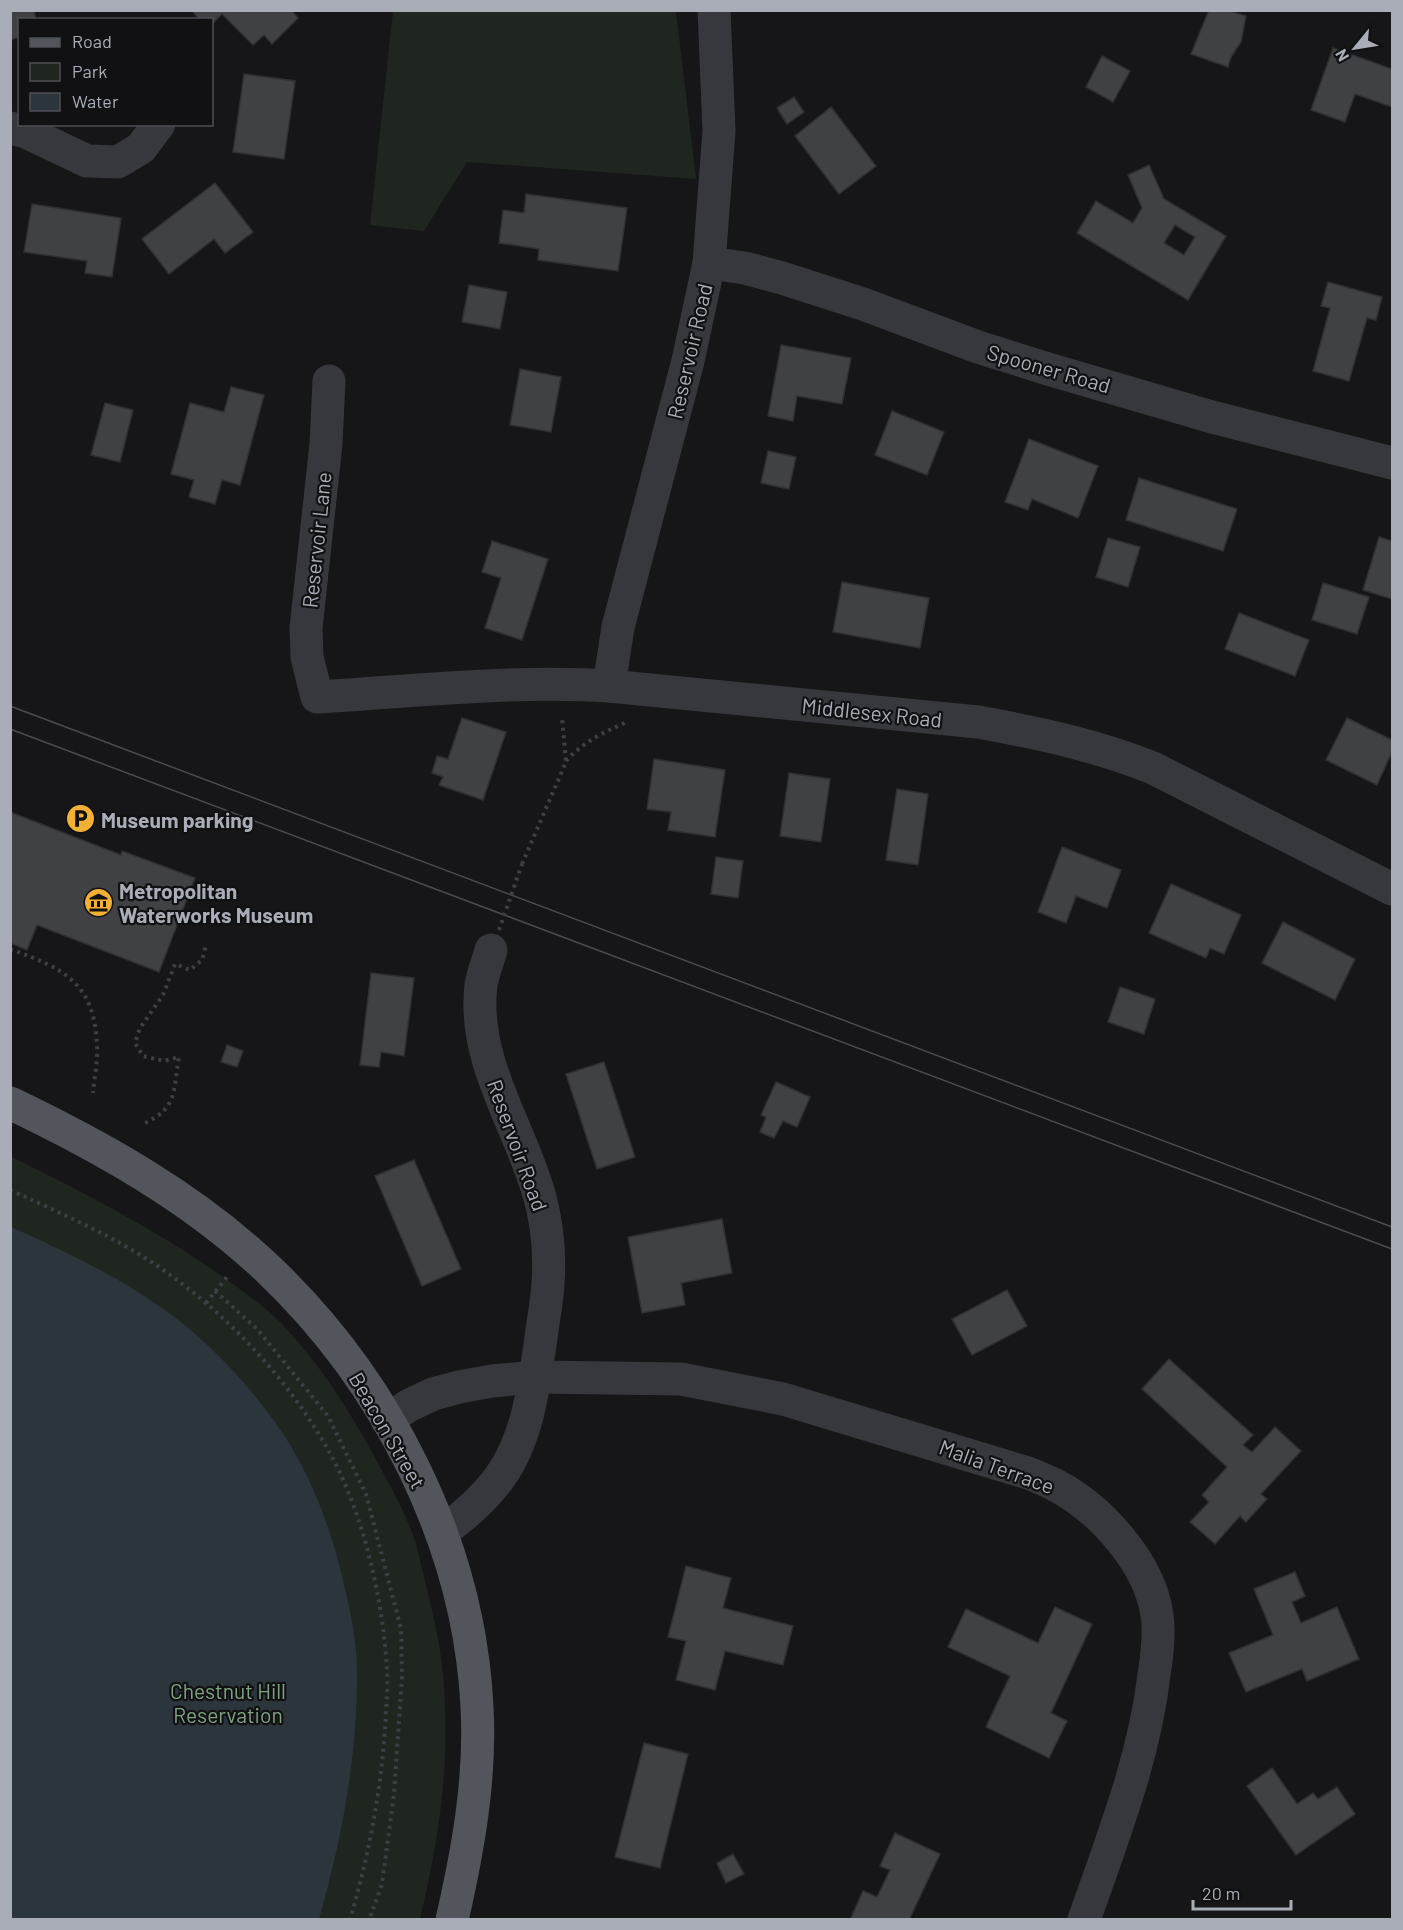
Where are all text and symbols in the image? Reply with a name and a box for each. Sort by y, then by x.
...
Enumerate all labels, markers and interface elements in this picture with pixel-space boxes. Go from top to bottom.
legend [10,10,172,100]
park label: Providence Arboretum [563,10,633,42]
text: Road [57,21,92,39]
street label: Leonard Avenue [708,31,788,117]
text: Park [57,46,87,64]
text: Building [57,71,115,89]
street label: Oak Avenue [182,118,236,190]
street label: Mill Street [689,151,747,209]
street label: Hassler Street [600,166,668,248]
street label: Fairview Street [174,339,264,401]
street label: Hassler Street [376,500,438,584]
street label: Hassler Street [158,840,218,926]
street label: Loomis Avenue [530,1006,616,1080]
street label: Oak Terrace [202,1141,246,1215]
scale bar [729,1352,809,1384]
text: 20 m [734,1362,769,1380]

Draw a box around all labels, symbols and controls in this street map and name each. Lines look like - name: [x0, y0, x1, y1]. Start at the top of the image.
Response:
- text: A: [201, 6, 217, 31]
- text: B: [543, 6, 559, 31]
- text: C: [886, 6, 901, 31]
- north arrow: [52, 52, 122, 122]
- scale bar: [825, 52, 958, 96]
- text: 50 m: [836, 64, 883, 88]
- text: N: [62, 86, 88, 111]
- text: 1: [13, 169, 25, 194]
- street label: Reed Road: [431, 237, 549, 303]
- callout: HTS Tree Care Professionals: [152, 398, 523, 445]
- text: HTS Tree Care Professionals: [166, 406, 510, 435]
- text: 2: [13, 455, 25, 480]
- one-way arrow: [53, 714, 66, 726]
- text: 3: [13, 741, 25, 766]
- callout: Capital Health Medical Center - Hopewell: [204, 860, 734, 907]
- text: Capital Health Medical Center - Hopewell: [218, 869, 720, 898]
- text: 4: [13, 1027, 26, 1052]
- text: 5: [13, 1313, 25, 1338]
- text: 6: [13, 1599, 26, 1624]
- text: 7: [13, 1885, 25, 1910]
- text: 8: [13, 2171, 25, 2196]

» Task details: Filter the preceding entries down to the lines with "image".

» Answer for the task:
Where are all text and symbols in the image? Reply with a name and a box for each. Sort by y, then by x.
Draw a box around all labels, symbols and controls in this street map and name each. Lines look like - name: [x0, y0, x1, y1]. Start at the top of the image.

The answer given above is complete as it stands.